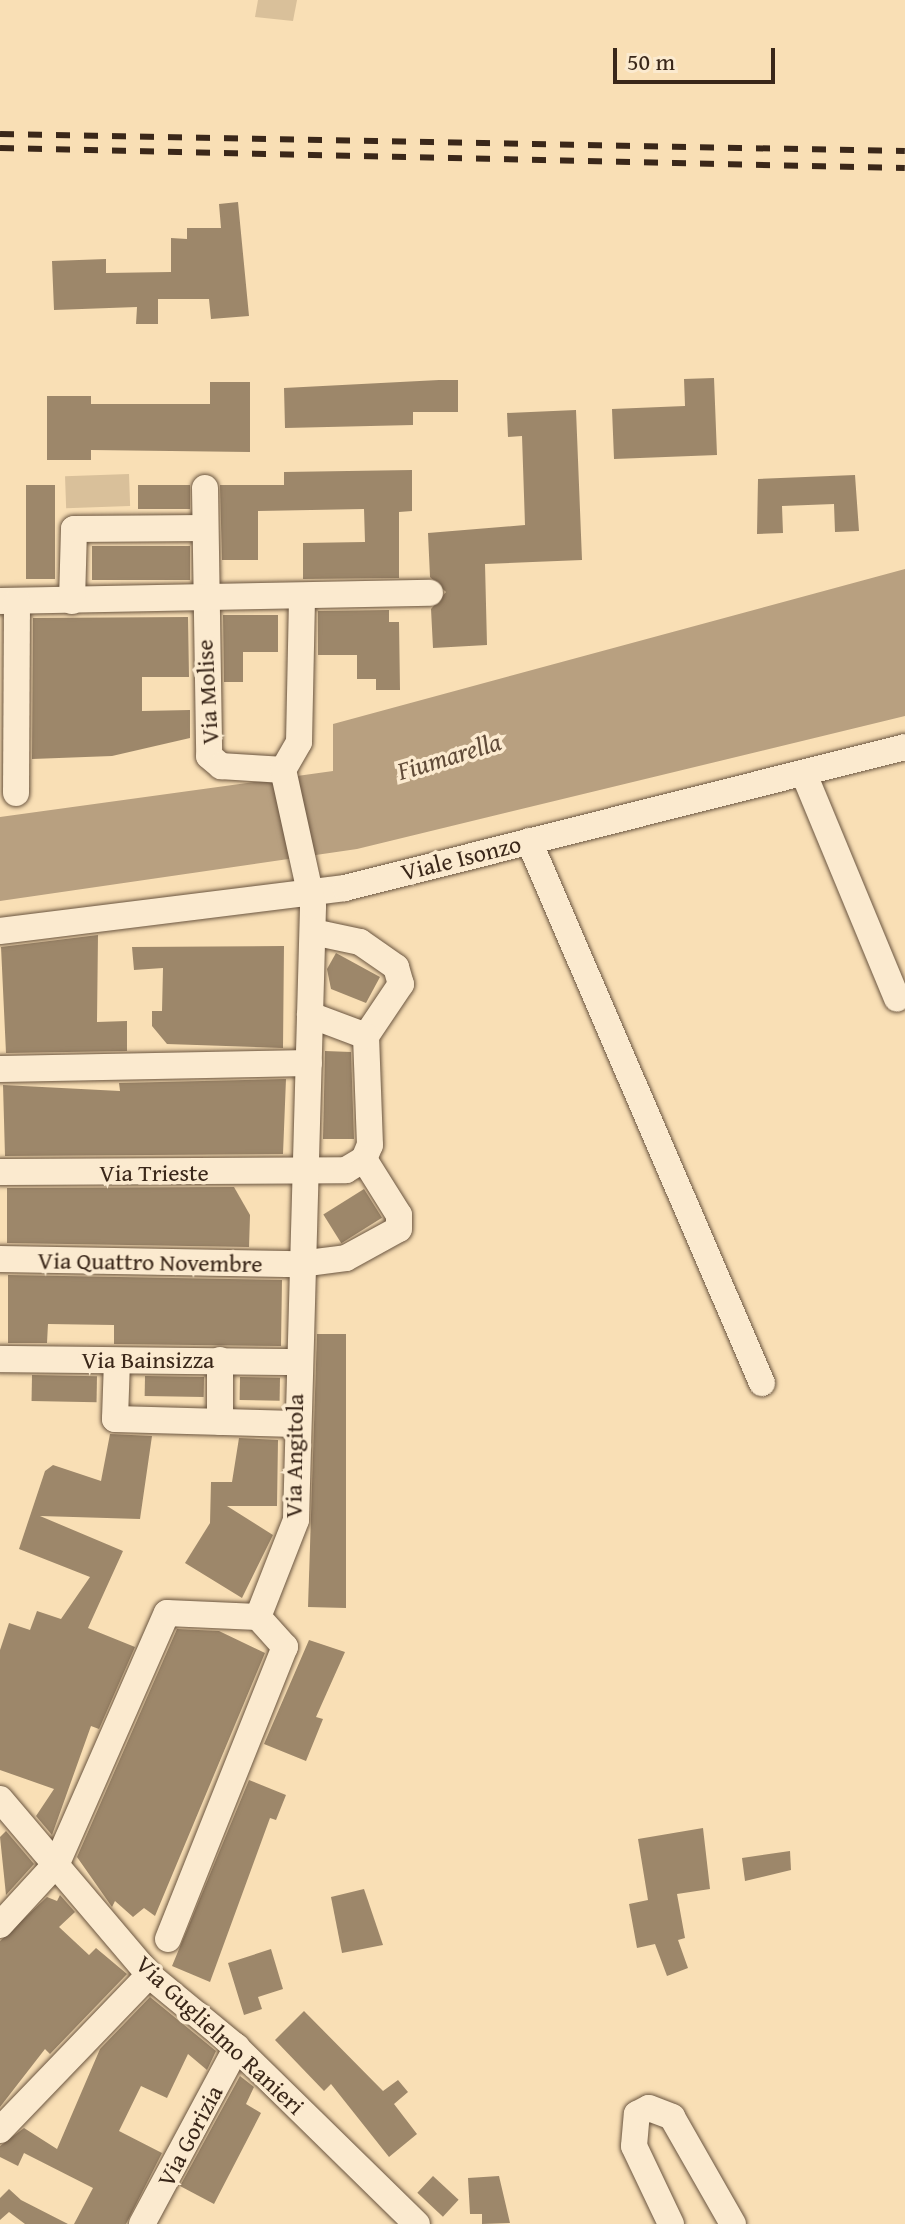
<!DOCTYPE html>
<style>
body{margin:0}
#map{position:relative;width:905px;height:2224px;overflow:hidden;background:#f9dfb5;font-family:"Gentium Book Plus",serif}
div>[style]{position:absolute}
.green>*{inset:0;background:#d9c09a;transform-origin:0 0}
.water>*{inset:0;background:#b8a080}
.building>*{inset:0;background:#9d876a;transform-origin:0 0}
.roads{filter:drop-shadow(0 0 2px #6a5540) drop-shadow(0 0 2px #6a5540)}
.minor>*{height:26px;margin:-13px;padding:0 13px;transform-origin:13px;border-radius:13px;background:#fbeacf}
.rail>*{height:6px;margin-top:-3px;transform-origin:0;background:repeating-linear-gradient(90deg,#3a2719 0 14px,transparent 0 28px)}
span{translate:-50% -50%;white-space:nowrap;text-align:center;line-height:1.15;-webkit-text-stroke:7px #fbeacf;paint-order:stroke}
.street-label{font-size:24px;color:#3a2719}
.water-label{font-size:26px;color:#604b38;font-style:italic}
.scale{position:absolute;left:613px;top:48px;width:162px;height:36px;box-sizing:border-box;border:4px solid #3a2719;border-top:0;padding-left:10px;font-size:24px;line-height:28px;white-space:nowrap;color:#3a2719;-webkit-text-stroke:6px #fbeacf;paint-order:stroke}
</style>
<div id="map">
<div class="green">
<i style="clip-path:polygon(258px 0,297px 0,293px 21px,255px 17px)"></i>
<i style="left:129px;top:474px;width:32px;height:64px;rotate:88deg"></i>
</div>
<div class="water">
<i style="clip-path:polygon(905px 569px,905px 716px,357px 849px,0 901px,0 817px,333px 771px,333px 724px)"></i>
</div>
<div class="building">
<i style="clip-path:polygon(238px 202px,249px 316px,211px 319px,209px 299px,158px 299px,158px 324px,136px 324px,137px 307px,54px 310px,52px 261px,106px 259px,106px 273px,171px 272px,171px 238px,187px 239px,187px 228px,221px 228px,219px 204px)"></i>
<i style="clip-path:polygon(714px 378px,717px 455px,614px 459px,612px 409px,685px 406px,684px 379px)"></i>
<i style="clip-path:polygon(439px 380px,458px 380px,458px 412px,413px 412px,413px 425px,285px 428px,284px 388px)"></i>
<i style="clip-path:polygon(210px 382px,250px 382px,250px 452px,91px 450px,91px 460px,47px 460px,47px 396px,91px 396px,91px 404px,210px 404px)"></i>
<i style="clip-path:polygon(576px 410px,582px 560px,485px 564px,487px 645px,433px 648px,431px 609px,446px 592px,430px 577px,428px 533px,525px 525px,522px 436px,508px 437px,507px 413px)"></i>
<i style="clip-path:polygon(412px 470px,412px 511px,399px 512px,399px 578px,303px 579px,303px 543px,365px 542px,364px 509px,258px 511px,258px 560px,222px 560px,220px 485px,284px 485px,284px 472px)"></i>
<i style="clip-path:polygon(855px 475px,859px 531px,835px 532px,834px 504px,782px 506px,783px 533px,757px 534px,758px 479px)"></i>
<i style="left:26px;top:485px;width:29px;height:94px"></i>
<i style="left:138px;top:485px;width:52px;height:24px"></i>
<i style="left:92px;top:546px;width:98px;height:34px"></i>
<i style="clip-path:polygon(389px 610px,389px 622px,399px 622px,400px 690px,376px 690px,376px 679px,357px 679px,357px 655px,318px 655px,318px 611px)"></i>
<i style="clip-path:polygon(223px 615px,278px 615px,278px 652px,243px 652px,243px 682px,224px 682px)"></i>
<i style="clip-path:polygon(188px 617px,189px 677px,142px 677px,142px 711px,190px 710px,190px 738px,112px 756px,32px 759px,33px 618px)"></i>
<i style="clip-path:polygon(98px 935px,97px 1022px,127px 1021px,127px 1051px,6px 1053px,1px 947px)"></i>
<i style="clip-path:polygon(284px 946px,283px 1048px,167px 1044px,152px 1026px,152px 1011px,162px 1011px,163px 968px,134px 970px,132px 947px)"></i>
<i style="clip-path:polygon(336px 953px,380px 977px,366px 1003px,331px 989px,327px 969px)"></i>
<i style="clip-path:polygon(325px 1051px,351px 1052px,354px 1139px,323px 1139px)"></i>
<i style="clip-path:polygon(286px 1079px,283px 1154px,5px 1156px,3px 1085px,120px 1091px,119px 1083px)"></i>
<i style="clip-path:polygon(234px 1187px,250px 1215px,249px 1247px,7px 1243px,7px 1188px)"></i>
<i style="left:364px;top:1189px;width:34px;height:48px;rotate:58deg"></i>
<i style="clip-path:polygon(8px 1275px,282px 1280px,281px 1346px,114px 1344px,114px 1325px,48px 1324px,47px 1343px,8px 1343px)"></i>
<i style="clip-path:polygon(317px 1334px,346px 1334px,346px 1608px,308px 1607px)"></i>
<i style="left:32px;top:1375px;width:65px;height:26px;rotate:1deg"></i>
<i style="left:145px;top:1376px;width:59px;height:20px;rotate:1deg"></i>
<i style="left:240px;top:1377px;width:40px;height:23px;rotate:1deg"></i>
<i style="clip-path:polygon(110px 1434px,152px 1436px,140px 1519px,40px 1516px,123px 1551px,88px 1628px,135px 1647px,99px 1729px,91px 1726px,52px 1835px,36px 1816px,54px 1789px,0 1770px,0 1650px,9px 1623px,30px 1630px,37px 1611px,61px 1619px,90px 1577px,19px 1549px,45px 1471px,53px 1465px,101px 1481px)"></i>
<i style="clip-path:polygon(239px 1438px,278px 1440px,277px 1506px,227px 1506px,273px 1535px,242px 1598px,185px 1563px,210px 1523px,211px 1482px,232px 1482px)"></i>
<i style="clip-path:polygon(177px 1629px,219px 1631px,265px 1653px,155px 1916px,144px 1908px,133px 1917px,115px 1901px,112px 1907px,77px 1857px)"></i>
<i style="clip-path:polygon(309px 1640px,345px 1652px,316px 1717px,323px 1719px,306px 1761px,264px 1744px)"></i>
<i style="clip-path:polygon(249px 1780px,286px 1795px,276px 1820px,270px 1818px,210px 1982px,172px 1966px)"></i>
<i style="clip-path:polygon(703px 1828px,710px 1889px,677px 1894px,685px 1938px,678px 1940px,688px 1968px,667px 1976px,655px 1944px,637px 1948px,629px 1904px,648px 1900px,638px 1839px)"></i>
<i style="clip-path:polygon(6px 1831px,34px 1864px,6px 1895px,0 1837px)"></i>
<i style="clip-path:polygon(790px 1851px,791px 1870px,745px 1881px,742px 1858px)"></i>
<i style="clip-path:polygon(364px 1889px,383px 1945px,342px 1953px,331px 1897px)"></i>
<i style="clip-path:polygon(60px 1895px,75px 1912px,59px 1927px,89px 1955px,96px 1948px,127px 1974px,50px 2054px,45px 2049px,0 2107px,0 1941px,47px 1897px,57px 1901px)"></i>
<i style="clip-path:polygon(271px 1949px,283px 1989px,258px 1997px,262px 2009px,244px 2015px,228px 1963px)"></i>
<i style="clip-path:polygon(150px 1997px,216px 2051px,207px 2070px,188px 2054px,167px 2098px,141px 2086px,119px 2131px,162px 2153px,126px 2224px,74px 2224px,93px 2188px,24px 2153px,18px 2166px,0 2157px,0 2146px,24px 2128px,57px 2149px,100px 2049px)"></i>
<i style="clip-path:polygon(304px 2011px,383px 2091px,398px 2080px,408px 2092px,394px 2104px,417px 2134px,389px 2157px,331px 2084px,324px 2091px,275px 2040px)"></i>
<i style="clip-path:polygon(240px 2076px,254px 2087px,246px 2104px,261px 2113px,214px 2204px,180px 2186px)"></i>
<i style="left:433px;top:2176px;width:35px;height:23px;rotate:43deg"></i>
<i style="clip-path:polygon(499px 2176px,510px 2223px,482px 2224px,482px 2214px,470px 2214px,468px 2178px)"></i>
<i style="clip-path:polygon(9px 2189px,21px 2200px,68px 2224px,25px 2224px,9px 2212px,0 2220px,0 2198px)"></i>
</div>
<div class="roads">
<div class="minor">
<i style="left:205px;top:488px;width:268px;rotate:89.1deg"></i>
<i style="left:209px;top:756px;width:16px;rotate:40deg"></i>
<i style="left:221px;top:766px;width:62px;rotate:3.7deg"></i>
<i style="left:0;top:601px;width:430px;rotate:-1.1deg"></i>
<i style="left:72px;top:601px;width:72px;rotate:-88.4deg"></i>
<i style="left:74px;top:529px;width:131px;rotate:-0.4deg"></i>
<i style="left:804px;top:774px;width:243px;rotate:67.5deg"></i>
<i style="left:16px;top:793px;width:192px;rotate:-89.7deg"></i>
<i style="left:529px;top:841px;width:590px;rotate:66.74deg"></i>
<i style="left:0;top:931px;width:348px;rotate:-7.1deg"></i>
<i style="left:345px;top:888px;width:577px;rotate:-14.13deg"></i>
<i style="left:313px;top:932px;width:48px;rotate:12deg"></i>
<i style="left:360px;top:942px;width:44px;rotate:34.8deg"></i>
<i style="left:396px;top:967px;width:18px;rotate:74deg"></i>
<i style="left:401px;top:984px;width:63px;rotate:123.9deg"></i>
<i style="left:0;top:1069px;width:309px;rotate:-1.1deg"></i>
<i style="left:0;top:1172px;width:346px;rotate:-0.3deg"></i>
<i style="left:346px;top:1170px;width:21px;rotate:-31deg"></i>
<i style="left:364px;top:1159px;width:15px;rotate:-67deg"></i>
<i style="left:370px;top:1145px;width:109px;rotate:-92.1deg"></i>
<i style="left:366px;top:1036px;width:60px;rotate:-159.4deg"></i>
<i style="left:0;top:1259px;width:300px;rotate:1deg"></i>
<i style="left:300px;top:1264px;width:46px;rotate:-7.4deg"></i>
<i style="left:346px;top:1258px;width:60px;rotate:-28.7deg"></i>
<i style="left:399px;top:1229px;width:14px;rotate:-90deg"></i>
<i style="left:399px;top:1215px;width:66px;rotate:-122deg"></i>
<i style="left:0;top:1359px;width:296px;rotate:0.6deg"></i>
<i style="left:117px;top:1361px;width:58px;rotate:92deg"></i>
<i style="left:115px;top:1419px;width:181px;rotate:1.6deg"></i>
<i style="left:220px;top:1422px;width:62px;rotate:-90deg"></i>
<i style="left:0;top:1799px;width:231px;rotate:49.7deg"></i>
<i style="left:149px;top:1975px;width:110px;rotate:39.5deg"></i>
<i style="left:234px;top:2045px;width:256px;rotate:44.4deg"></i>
<i style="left:0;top:1925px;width:84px;rotate:-47.4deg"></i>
<i style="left:57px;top:1863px;width:273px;rotate:-66.3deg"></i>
<i style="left:167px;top:1613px;width:91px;rotate:2.5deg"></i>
<i style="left:168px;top:1939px;width:315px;rotate:-68.2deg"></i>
<i style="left:285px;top:1647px;width:40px;rotate:-132deg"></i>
<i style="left:258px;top:1617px;width:104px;rotate:-68.6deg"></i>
<i style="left:296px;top:1520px;width:614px;rotate:-88.41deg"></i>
<i style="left:313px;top:906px;width:139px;rotate:-102.4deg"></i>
<i style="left:283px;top:770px;width:32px;rotate:-60deg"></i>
<i style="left:299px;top:742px;width:144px;rotate:-88.8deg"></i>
<i style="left:0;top:2130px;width:215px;rotate:-46.1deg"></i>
<i style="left:142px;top:2224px;width:201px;rotate:-61.8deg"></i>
<i style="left:671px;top:2224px;width:86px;rotate:-115.4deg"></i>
<i style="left:634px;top:2146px;width:32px;rotate:-85deg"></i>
<i style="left:637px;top:2114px;width:13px;rotate:-27deg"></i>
<i style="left:649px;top:2108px;width:25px;rotate:21deg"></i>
<i style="left:672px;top:2117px;width:123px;rotate:60.3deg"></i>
</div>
</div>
<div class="rail">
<i style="left:0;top:134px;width:905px;rotate:1.08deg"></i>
<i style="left:0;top:148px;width:905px;rotate:1.27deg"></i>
</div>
<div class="street-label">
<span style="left:207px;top:692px;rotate:-93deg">Via Molise</span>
<span style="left:461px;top:858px;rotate:-14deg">Viale Isonzo</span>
<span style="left:154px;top:1173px">Via Trieste</span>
<span style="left:150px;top:1262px;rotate:1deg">Via Quattro Novembre</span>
<span style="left:148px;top:1360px">Via Bainsizza</span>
<span style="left:294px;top:1456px;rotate:-89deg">Via Angitola</span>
<span style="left:220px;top:2035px;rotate:43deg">Via Guglielmo Ranieri</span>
<span style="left:190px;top:2136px;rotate:-62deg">Via Gorizia</span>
</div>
<div class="water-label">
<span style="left:449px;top:756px;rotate:-17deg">Fiumarella</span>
</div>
<div class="scale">50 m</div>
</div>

-------------------------

## Task brief
Only the lines from the start of the records to the line with "2px #6a5540) drop-shadow(0" belong in the copy. Print them exactly, minus pictures.

## Response area
<!DOCTYPE html>
<style>
body{margin:0}
#map{position:relative;width:905px;height:2224px;overflow:hidden;background:#f9dfb5;font-family:"Gentium Book Plus",serif}
div>[style]{position:absolute}
.green>*{inset:0;background:#d9c09a;transform-origin:0 0}
.water>*{inset:0;background:#b8a080}
.building>*{inset:0;background:#9d876a;transform-origin:0 0}
.roads{filter:drop-shadow(0 0 2px #6a5540) drop-shadow(0 0 2px #6a5540)}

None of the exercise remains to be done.